Spalony posterunek policji, zabity policjant, splądrowany areszt i stu więźniów na wolności - to bilans całodziennych antyprezydenckich protestów w Sucre na południu Boliwii.
Sucre na cały dzień zamieniło się w pole bitwy. Na ulicach setki uzbrojonych w kije i kamienie demonstrantów stanęły na przeciwko strzelającej gumowymi kulami i gazem łzawiącym policji.
Agresywni demonstranci protestowali przeciwko zmianom w konstytucji wprowadzonym przez zwolenników lewicowego prezydenta Evo Moralesa. Według zwolenników głowy państwa, poprawki spowodują, że dotychczas dyskryminowani politycznie boliwijscy Indianie zyskają więcej władzy. Morales sam jest z pochodzenia Indianinem.

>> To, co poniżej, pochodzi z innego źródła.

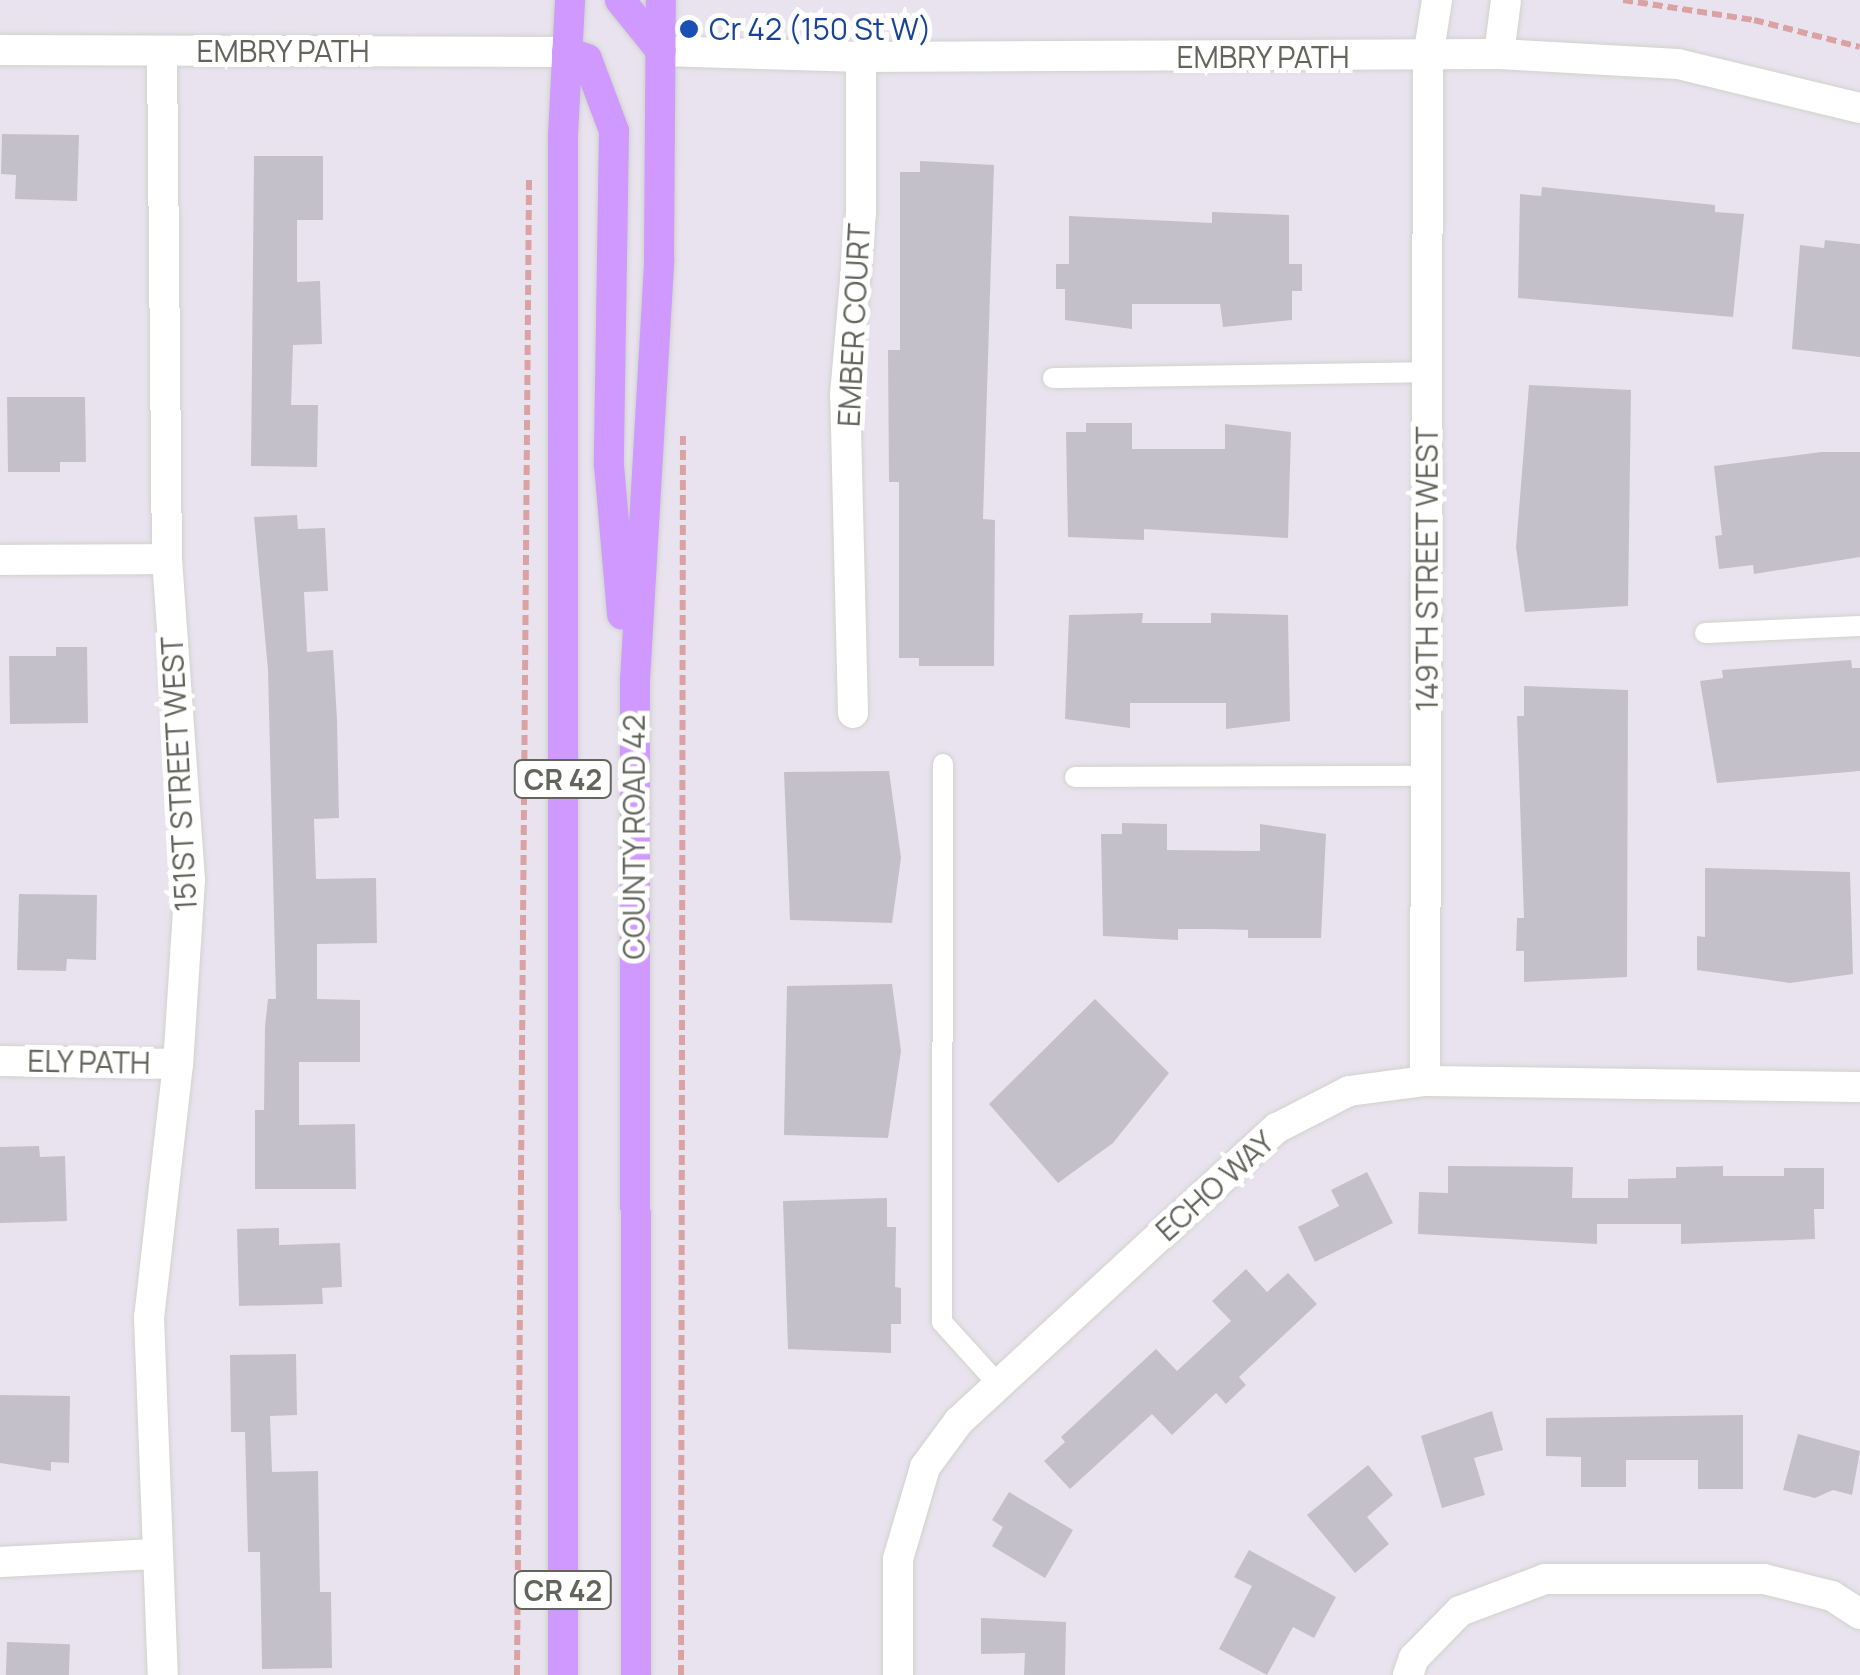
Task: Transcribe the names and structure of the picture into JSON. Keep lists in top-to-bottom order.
{
  "streets": {
    "highway": ["CR 42", "COUNTY ROAD 42"],
    "street": [
      "EMBRY PATH",
      "EMBER COURT",
      "149TH STREET WEST",
      "151ST STREET WEST",
      "ELY PATH",
      "ECHO WAY"
    ]
  },
  "crossings": [
    ["EMBRY PATH", "EMBER COURT"],
    ["EMBRY PATH", "149TH STREET WEST"],
    ["EMBRY PATH", "151ST STREET WEST"],
    ["EMBRY PATH", "CR 42"],
    ["EMBRY PATH", "COUNTY ROAD 42"],
    ["149TH STREET WEST", "ECHO WAY"],
    ["151ST STREET WEST", "ELY PATH"]
  ],
  "places": ["Cr 42 (150 St W)"]
}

Zmianom sprzeciwia się prawica, która oskarża deputowanych o uleganie naciskom populisty Moralesa, którego oskarża o dążenie do stworzenia w Boliwii dyktatorskiego systemu na wzór Kuby Fidela Castro. Prawicowi posłowie, domagający się z kolei większej władzy dla regionów, zbojkotowali głosowanie nad poprawkami.